What you should do.
Every line containing the string "linecap" is to be copied from the records.

Exercise materials.
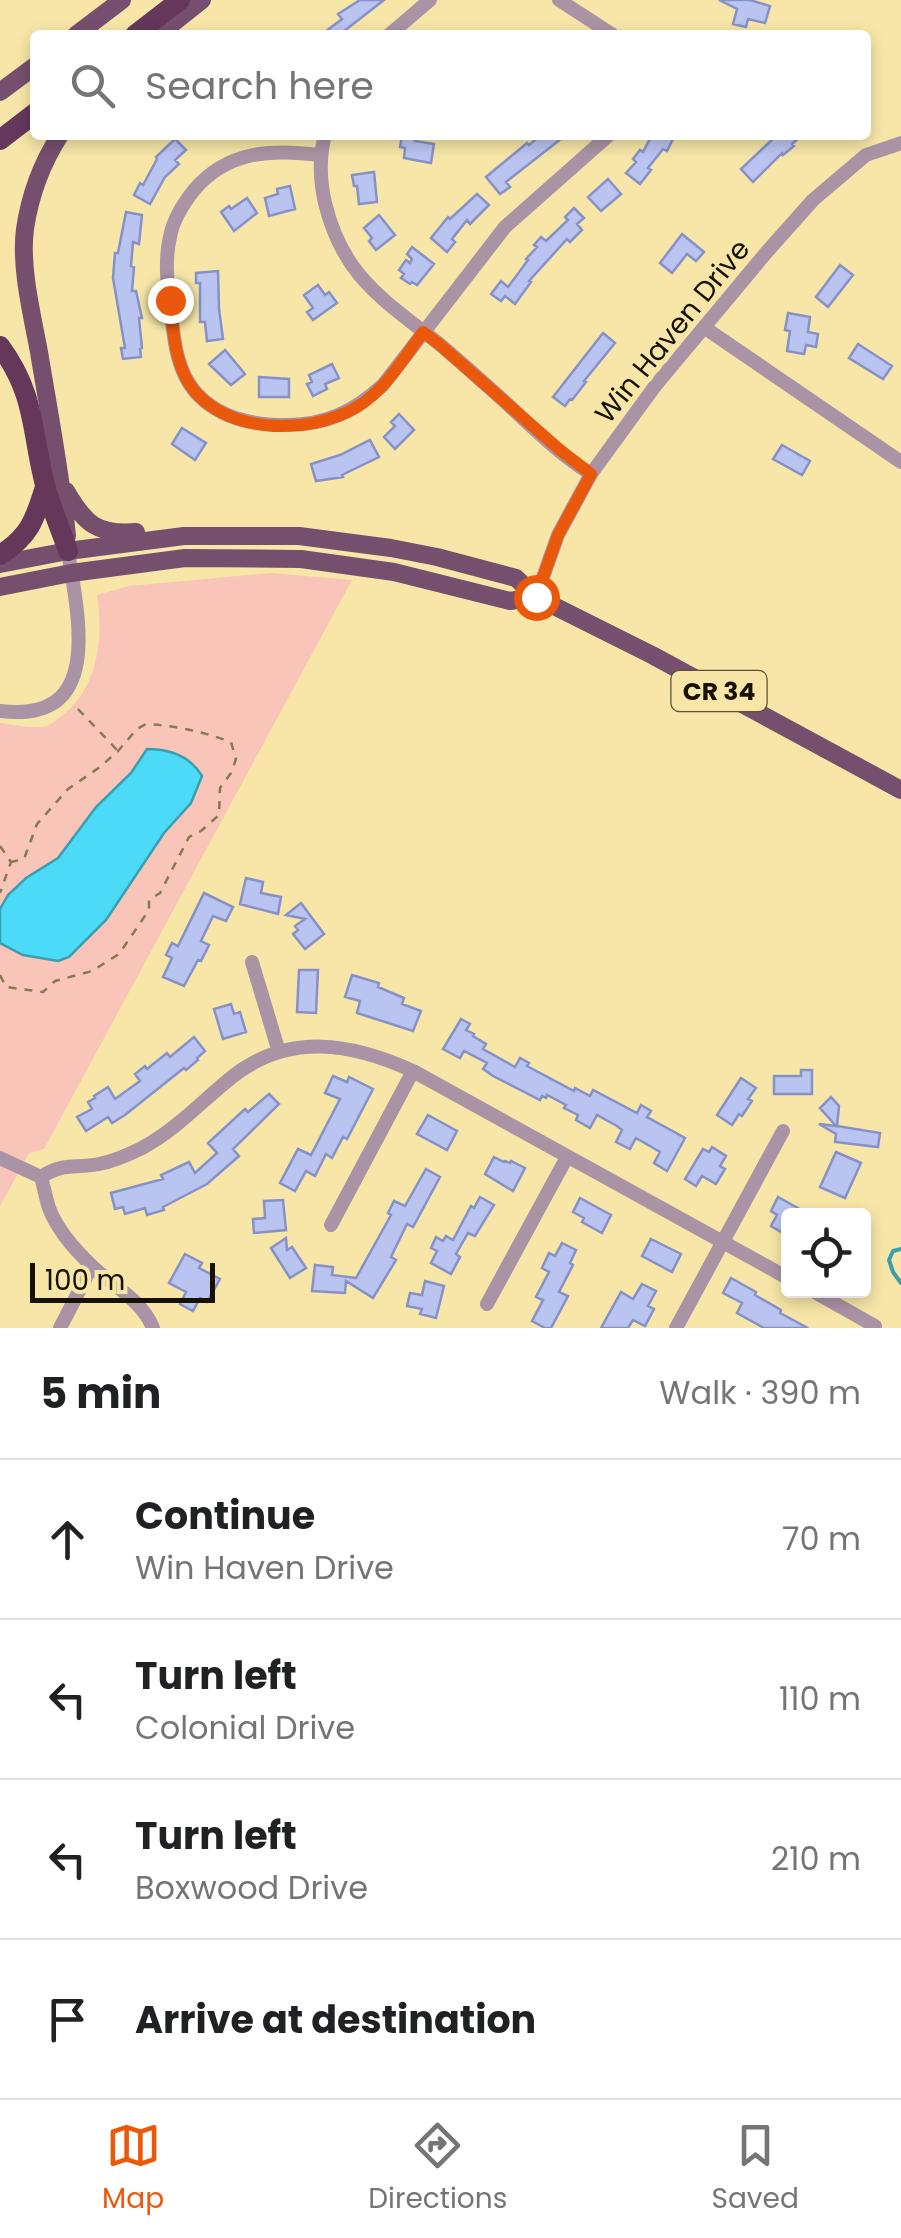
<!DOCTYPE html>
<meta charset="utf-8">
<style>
:root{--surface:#fff;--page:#f6f6f6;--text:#202124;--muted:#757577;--line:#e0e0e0;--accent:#ea580c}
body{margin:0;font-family:Poppins,sans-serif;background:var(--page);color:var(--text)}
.controls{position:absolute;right:30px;bottom:30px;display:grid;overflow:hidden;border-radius:10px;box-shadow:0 5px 15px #0003}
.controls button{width:90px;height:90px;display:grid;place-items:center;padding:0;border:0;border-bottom:2px solid var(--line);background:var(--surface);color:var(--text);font:50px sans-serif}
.scale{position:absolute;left:30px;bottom:25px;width:185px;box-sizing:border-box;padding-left:10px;border:5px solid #171100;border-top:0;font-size:28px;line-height:35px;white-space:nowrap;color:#171100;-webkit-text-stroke:8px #f7e6a7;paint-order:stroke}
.stop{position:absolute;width:30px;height:30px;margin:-22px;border:8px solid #ea580c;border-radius:50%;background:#fff}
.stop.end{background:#ea580c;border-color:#fff;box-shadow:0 2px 10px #0008}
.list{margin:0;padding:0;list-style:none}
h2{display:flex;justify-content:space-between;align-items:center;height:130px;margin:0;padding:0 40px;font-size:42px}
h2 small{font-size:32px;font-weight:400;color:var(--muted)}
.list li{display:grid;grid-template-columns:65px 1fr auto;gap:30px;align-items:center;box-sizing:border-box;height:160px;padding:0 40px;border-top:2px solid var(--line)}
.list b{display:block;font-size:38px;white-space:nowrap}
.list p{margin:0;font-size:32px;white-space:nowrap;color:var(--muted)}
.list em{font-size:32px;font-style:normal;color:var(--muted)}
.icon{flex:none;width:55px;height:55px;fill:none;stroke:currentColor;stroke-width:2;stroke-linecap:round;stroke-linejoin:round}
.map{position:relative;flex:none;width:901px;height:1328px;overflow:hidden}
.search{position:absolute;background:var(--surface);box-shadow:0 5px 15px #0003;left:30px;right:30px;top:30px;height:110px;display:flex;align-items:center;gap:25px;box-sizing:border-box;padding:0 35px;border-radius:10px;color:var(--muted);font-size:38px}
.sheet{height:770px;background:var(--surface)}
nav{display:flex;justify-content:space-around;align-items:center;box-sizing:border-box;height:140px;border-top:2px solid var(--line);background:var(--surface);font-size:28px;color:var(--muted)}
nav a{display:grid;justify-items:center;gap:5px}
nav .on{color:var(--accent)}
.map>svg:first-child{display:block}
.green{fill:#f8c5b8}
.water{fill:#4bdaf8;stroke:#3b9eae;stroke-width:2.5}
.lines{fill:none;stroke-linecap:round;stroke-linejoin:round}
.stream{stroke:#3b9eae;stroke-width:4}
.building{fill:#bac4f0;stroke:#8691c7;stroke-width:2.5}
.path{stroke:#857a52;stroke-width:2.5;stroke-dasharray:8 8;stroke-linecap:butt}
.minor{stroke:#aa93a5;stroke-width:14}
.major{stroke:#774f6e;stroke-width:18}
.highway{stroke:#64375b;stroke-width:20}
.route{stroke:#ea580c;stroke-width:12}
.labels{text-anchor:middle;stroke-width:10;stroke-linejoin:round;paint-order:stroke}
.shield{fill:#f7e6a7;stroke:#5a5132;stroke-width:2.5}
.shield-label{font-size:25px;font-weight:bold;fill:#171100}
.street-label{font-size:28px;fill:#171100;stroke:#f7e6a7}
</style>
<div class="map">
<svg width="901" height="1328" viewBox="0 0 901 1328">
<rect width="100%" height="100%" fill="#f7e6a7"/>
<path class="green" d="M271,573L352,580L44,1149L29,1153L0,1206V723C14,725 34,729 47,726C50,725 58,719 60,717C98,690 104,638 97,595L129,586Z"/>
<path class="water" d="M147,749C170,749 190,756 202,776L191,803L164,833L106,920L69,957L58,961L23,955L0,943V909L8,895L26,878L58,858L96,807L131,773Z"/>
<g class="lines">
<path class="stream" d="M901,1249L893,1251L889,1260L893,1272L901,1283"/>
</g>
<path class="building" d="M360,0H384L339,35H321L342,19L338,14Z
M719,0H750L770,6L765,23L748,19L746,27L733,24L737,9Z
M402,135H416L415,141L434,144L431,163L404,158L405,148L400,147Z
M541,135H566L506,182L510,187L500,194L486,177L527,143L529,145Z
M652,135H675L667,151L663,149L648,168L651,170L640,184L626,173L636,162L633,159L640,150L643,152Z
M777,135H802L792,144L794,146L783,155L782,153L753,182L741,169Z
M175,139L186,150L175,160L179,164L165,177L150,204L134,195L140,183L143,185L157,159L156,157Z
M374,172L377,202L359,204L357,186H354L352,175Z
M608,179L621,194L601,211L588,197Z
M290,186L295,209L269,216L265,198L278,194L277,189Z
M477,194L489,205L470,224L467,220L452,239L455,242L447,252L431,238L448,217L450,219Z
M247,198L257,213L234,231L221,212L229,206L231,209Z
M574,208L584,218L577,224L582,230L570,242L567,239L529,281L531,282L515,304L505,296L501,301L491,294L501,281L508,287L528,260L526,259L537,247L534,245L541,237L546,241L568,220L565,217Z
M126,212L142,215L139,244L133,242L131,266L134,267L132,291H136L142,318H139L142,348L140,349L141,357L123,359L121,348H125L113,278L115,253H118Z
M379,215L395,235L376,250L369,241L372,238L364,228Z
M682,234L704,252L696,261L687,254L672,273L660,263Z
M412,247L434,264L417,285L412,282L410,284L401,278L404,274L399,270L406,260L410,263L412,259L407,254Z
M840,265L853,275L828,307L816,297Z
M218,271L219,309L223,339L207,341L205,322H200V283H196V273Z
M318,285L325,295L329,292L337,303L313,320L307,312L313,308L304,295Z
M788,313L810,317L808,332L818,334L816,347L806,345L804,354L787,351L790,331L785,330Z
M603,333L615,343L584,381L586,382L572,400L570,399L565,406L553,397Z
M858,344L892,366L883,379L849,358Z
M225,350L245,374L231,385L209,364Z
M332,364L339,378L325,384L327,389L313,396L307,384L312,382L309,375Z
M259,377L289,379V397H259Z
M399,414L414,430L395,449L384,437L395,426L391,422Z
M182,428L206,443L195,460L172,444Z
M370,440L379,457L342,475L343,477L316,481L311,464L340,455Z
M782,445L810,461L802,475L773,459Z
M246,878L263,882L261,893L281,897L278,914L240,904Z
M204,893L233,907L226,921L213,916L201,941L209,945L201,961L198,960L184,986L163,977L172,958L166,955L172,943L178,946Z
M301,903L324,934L305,949L293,934L298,930L295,926L305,919L286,915Z
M299,970H318L316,1013L297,1012Z
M352,975L379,983L378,987L404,998L402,1004L421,1011L413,1031L357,1013L360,1001L345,997Z
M231,1004L234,1014L240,1012L246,1032L223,1039L214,1009Z
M461,1019L470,1024L466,1030L474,1034L473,1036L486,1044L483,1049L515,1067L520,1058L529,1063L527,1066L574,1091L575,1088L590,1096L593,1090L637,1113L641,1105L651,1111L647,1117L685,1138L667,1171L654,1163L660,1152L636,1138L630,1149L616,1142L622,1130L617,1126L597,1115L590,1128L576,1120L578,1115L564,1108L566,1105L547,1095L546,1098L542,1096L540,1100L493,1076L483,1069L487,1063L464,1051L460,1058L443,1049Z
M194,1037L205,1051L197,1058L198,1060L186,1070L184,1068L125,1115L112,1123L108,1117L86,1131L77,1117L92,1109L88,1102L95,1098L94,1096L108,1087L115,1099L140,1081L135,1074L145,1066L147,1069L167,1053L170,1057Z
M801,1070H812V1094H774V1076H801Z
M333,1076L347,1082L349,1077L373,1089L347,1139L343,1137L332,1158L326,1154L315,1176L306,1171L295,1191L280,1183L298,1149L311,1155L340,1099L325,1093Z
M741,1078L756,1088L748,1099L752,1101L742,1116L739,1114L732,1125L717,1115Z
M269,1094L279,1104L233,1149L239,1156L207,1184L163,1207L164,1210L147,1215L145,1208L125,1214L123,1207L115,1209L111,1193L163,1179L161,1175L189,1162L195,1173L217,1153L208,1143L245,1109L248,1112Z
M831,1097L839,1106L837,1126L880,1133L878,1147L835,1142L836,1134L819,1124L836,1126L820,1108Z
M428,1115L457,1131L447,1150L417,1134Z
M712,1147L726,1156L720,1166L725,1169L716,1184L702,1176L696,1186L685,1179L703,1149L709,1152Z
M836,1152L861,1163L845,1198L820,1187Z
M494,1157L504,1162L505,1161L510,1163L511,1161L525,1168L513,1191L485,1174Z
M426,1169L440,1177L413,1227L407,1224L391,1257L396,1260L373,1298L346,1281L345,1293L312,1291L315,1265L333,1267L332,1275L356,1278L391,1215L388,1213L394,1201L405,1206Z
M480,1197L494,1205L475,1236L468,1233L456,1254L460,1257L451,1274L431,1263L437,1251L431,1248L436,1237L443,1241L446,1236L453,1240L471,1206L474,1208Z
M778,1197L812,1216H788V1236L771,1226L777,1215L771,1211Z
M580,1198L611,1215L602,1233L582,1222L584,1218L573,1212Z
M283,1200L286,1230L254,1233L253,1219L265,1218L264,1201Z
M286,1238L287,1250L292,1247L306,1268L290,1278L271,1248Z
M651,1239L681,1254L672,1272L642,1256Z
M562,1243L576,1250L570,1263L573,1265L559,1292L568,1296L551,1328H545L532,1321L543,1300L536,1297L549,1272L542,1268L549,1253L555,1256Z
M185,1254L202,1263L199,1268L220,1279L207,1302L200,1298L193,1311L180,1304L186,1292L169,1283Z
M731,1278L756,1292L755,1295L781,1310L780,1313L808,1328H764L737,1313L742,1303L723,1293Z
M425,1281L444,1286L436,1318L420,1314L422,1309L407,1306L410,1293L422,1295Z
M642,1284L656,1291L648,1306L654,1309L645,1326L633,1320L628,1328H601L621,1292L633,1299Z"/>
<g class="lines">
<path class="path" d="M78,709L118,751
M0,846L11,862L0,893
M0,975L6,987L43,992L55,981L92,971L119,954L149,910V900L160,893L189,837L201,831L219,815L220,788L231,773L236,759L231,742C201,731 176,726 146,724L137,729L118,751L100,767L68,789L37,824L24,859L11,862"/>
<path class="minor" d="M559,0L613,35
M389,35L430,0
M325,135C319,157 320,181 325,203C343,277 383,299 438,343C454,356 469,370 485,384C519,413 552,450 591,474
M320,155C273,149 228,150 194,190C183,204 173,219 170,237C164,262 168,289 171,313C174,341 177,371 196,393C220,419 253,425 287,425C326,425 355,411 383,385L505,227L609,135
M705,328L901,462
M536,597L558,535L591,474L655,386L765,254L813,200L866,155L901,143
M0,711C105,724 78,617 68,551
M252,962L279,1052
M0,1158L41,1177C64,1162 74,1169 99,1164C115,1161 128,1155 142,1148C177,1129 202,1101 232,1077C289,1032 352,1043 413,1071L788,1278
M41,1177C44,1187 46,1199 49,1208C57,1229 76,1251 92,1266C113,1286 142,1300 153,1328
M331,1225L413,1071
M811,1290L875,1326L874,1328
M487,1304L567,1157
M60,1328L92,1266
M676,1328L783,1131"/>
<path class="major" d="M76,35L122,0
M158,35L202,0
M0,92L35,66
M60,135C42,163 30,195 25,229C20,267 32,314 39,352C49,413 61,474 67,536
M66,491C85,524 97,535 136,532
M0,564L68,551L184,536H299L391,548L437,557L516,578L536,597L652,655L901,790
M0,587L71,573L185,558L301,559L394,572L510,601L536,597"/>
<path class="highway" d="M135,35L180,0
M0,140L35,113
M0,346C36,395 31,430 45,485C51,508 61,530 68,551
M0,555C30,536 35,519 45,487"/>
</g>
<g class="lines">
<path class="route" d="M170,300C173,328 174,358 188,382C221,435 308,436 357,407C385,390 404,358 423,332L439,344L560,450L591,474L558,535L536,597"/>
</g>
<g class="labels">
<rect class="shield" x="671.5" y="671" width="95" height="40" rx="8"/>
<g class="shield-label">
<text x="719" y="700">CR 34</text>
</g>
<g class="street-label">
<text transform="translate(672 331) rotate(-51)" y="10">Win Haven Drive</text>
</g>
</g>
</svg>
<div class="controls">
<button><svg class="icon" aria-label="locate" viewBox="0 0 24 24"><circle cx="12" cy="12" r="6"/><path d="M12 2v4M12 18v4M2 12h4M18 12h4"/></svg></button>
</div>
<div class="scale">100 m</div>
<div class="stop" style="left:536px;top:597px"></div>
<div class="stop end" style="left:170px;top:300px"></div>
<div class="search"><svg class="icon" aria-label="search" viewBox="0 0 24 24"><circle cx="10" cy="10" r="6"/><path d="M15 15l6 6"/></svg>Search here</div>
</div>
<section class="sheet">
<h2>5 min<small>Walk · 390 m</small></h2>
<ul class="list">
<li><svg class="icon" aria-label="ahead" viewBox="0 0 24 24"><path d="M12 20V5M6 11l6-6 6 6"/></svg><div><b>Continue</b><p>Win Haven Drive</p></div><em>70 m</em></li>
<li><svg class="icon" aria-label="left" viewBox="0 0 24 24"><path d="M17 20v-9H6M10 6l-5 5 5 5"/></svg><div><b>Turn left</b><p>Colonial Drive</p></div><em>110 m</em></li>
<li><svg class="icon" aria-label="left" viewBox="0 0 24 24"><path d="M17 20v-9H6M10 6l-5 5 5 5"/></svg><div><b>Turn left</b><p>Boxwood Drive</p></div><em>210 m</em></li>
<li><svg class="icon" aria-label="arrive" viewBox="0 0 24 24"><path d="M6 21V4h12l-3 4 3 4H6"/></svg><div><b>Arrive at destination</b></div></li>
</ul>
</section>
<nav>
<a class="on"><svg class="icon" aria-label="map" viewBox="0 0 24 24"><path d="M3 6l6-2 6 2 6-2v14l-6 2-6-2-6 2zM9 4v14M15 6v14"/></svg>Map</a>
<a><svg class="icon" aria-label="directions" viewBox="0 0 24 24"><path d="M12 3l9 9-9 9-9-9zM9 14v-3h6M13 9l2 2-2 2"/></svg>Directions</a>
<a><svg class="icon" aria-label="saved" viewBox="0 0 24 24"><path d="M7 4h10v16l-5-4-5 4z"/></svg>Saved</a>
</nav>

The completed task.
.icon{flex:none;width:55px;height:55px;fill:none;stroke:currentColor;stroke-width:2;stroke-linecap:round;stroke-linejoin:round}
.lines{fill:none;stroke-linecap:round;stroke-linejoin:round}
.path{stroke:#857a52;stroke-width:2.5;stroke-dasharray:8 8;stroke-linecap:butt}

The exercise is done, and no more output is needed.